CORTE SUPREMA DE JUSTICIA República de Colombia Corte Suprema de Justicia Sala de Casación Civil CORTE SUPREMA DE JUSTICIA SALA DE CASACIÓN CIVIL Magistrado Ponente EDGARDO VILLAMIL PORTILLA Bogotá D.C., treinta y uno de marzo de dos mil once (Discutido y aprobado en sesión de dieciséis de marzo de dos mil once) Ref.: Exp. No. T-11001-22-03-000-2011-00144-01 Se decide la impugnación formulada contra la sentencia proferida el 16 de febrero de 2011 por la Sala de Familia del Tribunal Superior del Distrito Judicial de Bogotá, que negó la acción de tutela promovida por Jaime Andrés Ortiz frente al Ministerio de Transporte y el Departamento Administrativo de la Función Pública.

ANTECEDENTES 1. El promotor del amparo solicitó la protección constitucional de los derechos fundamentales al debido proceso, al trabajo, igualdad y de petición, presuntamente vulnerados por los organismos accionados, en tanto que no ha recibido respuesta de fondo del Ministerio de Transporte frente a la solicitud que elevó el 25 de enero de 2011, mediante la cual pretende se escoja su hoja de vida acceder al cargo de Director Territorial de Cundinamarca; tampoco el Departamento Administrativo de la Función Pública, se ha pronunciado respecto del pedimento impetrado el 1° de Febrero de 2011 de dar a conocer el cronograma, el plan de equivalencias y las formas de evaluación aplicables al concurso.

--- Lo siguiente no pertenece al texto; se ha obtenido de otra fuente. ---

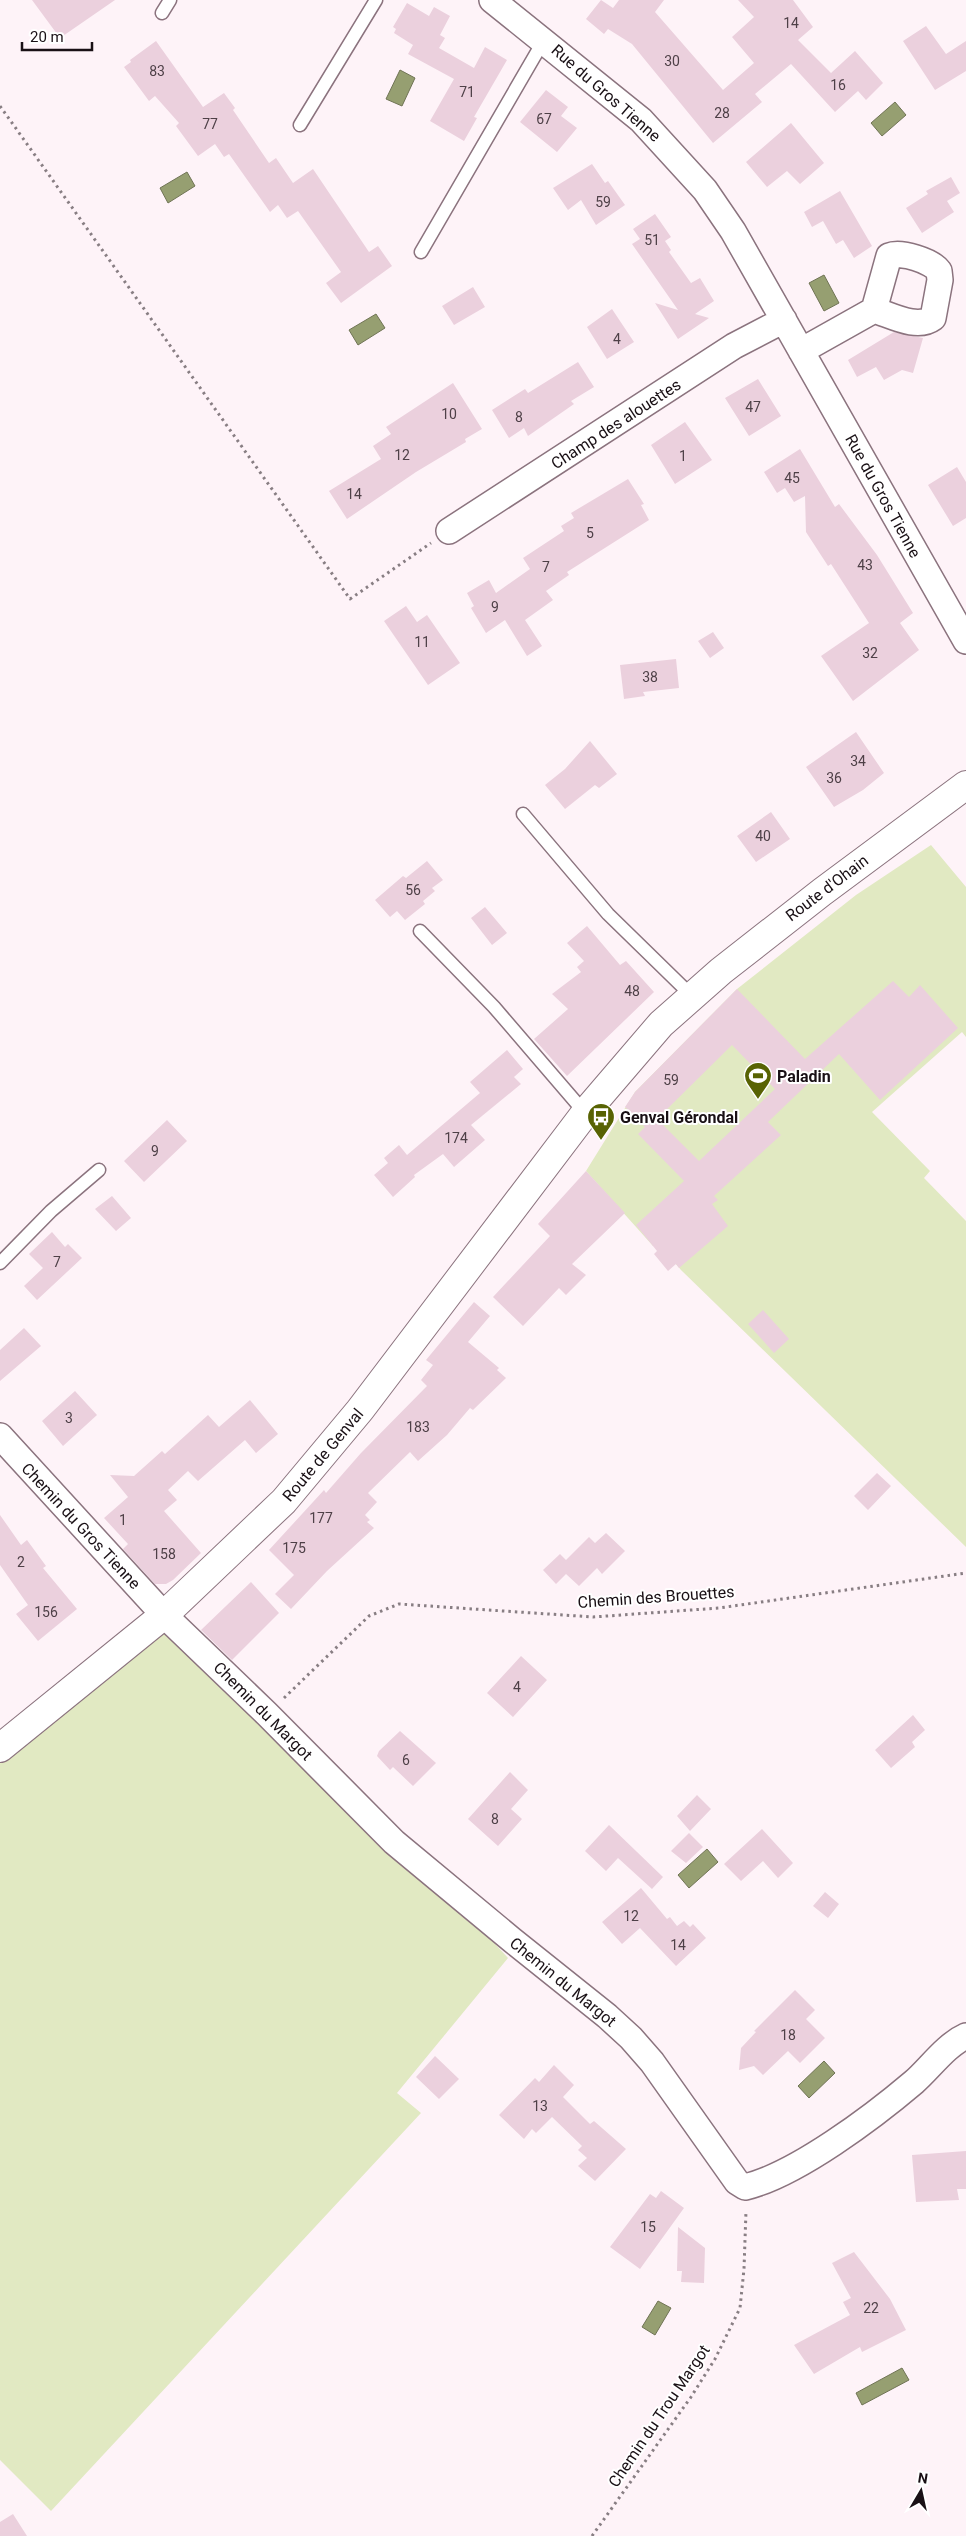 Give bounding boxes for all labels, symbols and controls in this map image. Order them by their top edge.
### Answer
house number: 14 [783,15,799,31]
scale bar [22,20,92,52]
text: 20 m [30,28,64,46]
street label: Rue du Gros Tienne [548,40,664,146]
house number: 30 [664,53,680,69]
house number: 83 [149,63,165,79]
house number: 16 [830,77,846,93]
house number: 71 [459,84,475,100]
house number: 28 [714,105,730,121]
house number: 67 [536,111,552,127]
house number: 77 [202,116,218,132]
house number: 59 [595,194,611,210]
house number: 51 [644,232,660,248]
house number: 4 [613,331,621,347]
street label: Champ des alouettes [548,375,684,473]
house number: 47 [745,399,761,415]
house number: 10 [441,406,457,422]
house number: 8 [515,409,523,425]
street label: Rue du Gros Tienne [841,431,925,561]
house number: 12 [394,447,410,463]
house number: 1 [679,448,687,464]
house number: 45 [784,470,800,486]
house number: 14 [346,486,362,502]
house number: 5 [586,525,594,541]
house number: 43 [857,557,873,573]
house number: 7 [542,559,550,575]
house number: 9 [491,599,499,615]
house number: 11 [414,634,430,650]
house number: 32 [862,645,878,661]
house number: 38 [642,669,658,685]
house number: 34 [850,753,866,769]
house number: 36 [826,770,842,786]
house number: 40 [755,828,771,844]
street label: Route d'Ohain [782,851,872,925]
house number: 56 [405,882,421,898]
house number: 48 [624,983,640,999]
sports icon: Paladin [743,1061,773,1100]
place label: Paladin [777,1067,831,1086]
house number: 59 [663,1072,679,1088]
bus stop icon: Genval Gérondal [586,1102,616,1141]
place label: Genval Gérondal [620,1108,738,1127]
house number: 174 [444,1130,468,1146]
house number: 9 [151,1143,159,1159]
house number: 7 [53,1254,61,1270]
street label: Route de Genval [279,1405,367,1505]
house number: 3 [65,1410,73,1426]
house number: 183 [406,1419,430,1435]
street label: Chemin du Gros Tienne [18,1459,144,1593]
house number: 177 [309,1510,333,1526]
house number: 1 [119,1512,127,1528]
house number: 175 [282,1540,306,1556]
house number: 158 [152,1546,176,1562]
house number: 2 [17,1554,25,1570]
street label: Chemin des Brouettes [577,1582,735,1612]
house number: 156 [34,1604,58,1620]
street label: Chemin du Margot [210,1658,316,1764]
house number: 4 [513,1679,521,1695]
house number: 6 [402,1752,410,1768]
house number: 8 [491,1811,499,1827]
house number: 12 [623,1908,639,1924]
street label: Chemin du Margot [506,1933,620,2031]
house number: 14 [670,1937,686,1953]
house number: 18 [780,2027,796,2043]
house number: 13 [532,2098,548,2114]
house number: 15 [640,2219,656,2235]
house number: 22 [863,2300,879,2316]
street label: Chemin du Trou Margot [604,2341,714,2491]
north arrow [896,2466,946,2516]
text: N [917,2469,929,2487]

En compendio, estos son los supuestos fácticos en que se apoyó la solicitud de amparo, fueron: El Ministerio de Transporte en el proceso de selección para el cargo de Director Territorial de Cundinamarca, solicitó a la Universidad Externado de Colombia allegar tres (3) hojas de vida de profesionales que cumplieran los requisitos de titulados de pre-grado, pos-grado y experiencia de 52 meses en el ramo.

Aduce que enviados sus documentos, fue requerido para que aportara los certificados, diplomas o títulos especialización, a cambio indicó que había terminado materias en la maestría de “Construcción” dictada por la Universidad Nacional y ponía a disposición la Resolución 2837 de 2005 contentiva de las equivalencias a requisitos, sin que hasta la fecha haya pronunciamiento alguno. Así mismo, añade que el 1° de febrero de 2011, envió por correo electrónico al Departamento Administrativo de la Función Pública, una solicitud de información sobre forma y proceso de selección para proveer los cargos de Directores Territoriales del Ministerio de Transporte, frente a la cual tampoco hubo contestación. Aduce que inconforme con las conducta de las accionadas, acude a la acción de tutela, para que el Ministerio cumpla con la Resolución N° 2837 de 2005 y envíe al DAFP su hoja de vida para la designación de Director Territorial; así mismo, se ordene a las accionadas publicar el cronograma del concurso en forma transparente y abierta, o en su defecto disponer la suspensión del mismo mientras se hace una reglamentación general para todos los aspirantes. 2.

Conocedor de la demanda de tutela, el Ministerio solicitó negar la acción de tutela, dado que no ha vulnerado derecho fundamental alguno al accionante, pues si bien en el proceso de selección por méritos que se está adelantando con la colaboración de la Universidad Externado de Colombia, la hoja de vida del accionante no fue seleccionada por carecer de título de posgrado, sin que ello signifique un trato discriminatorio; y que “ el Decreto 2272 de 2005 establece que las autoridades al fijar los requisitos específicos de estudio y experiencia podrán aplicar las equivalencias de acuerdo con la jerarquía, las funciones, competencias y las responsabilidades de cada empleo ” (Resaltado del texto). 3.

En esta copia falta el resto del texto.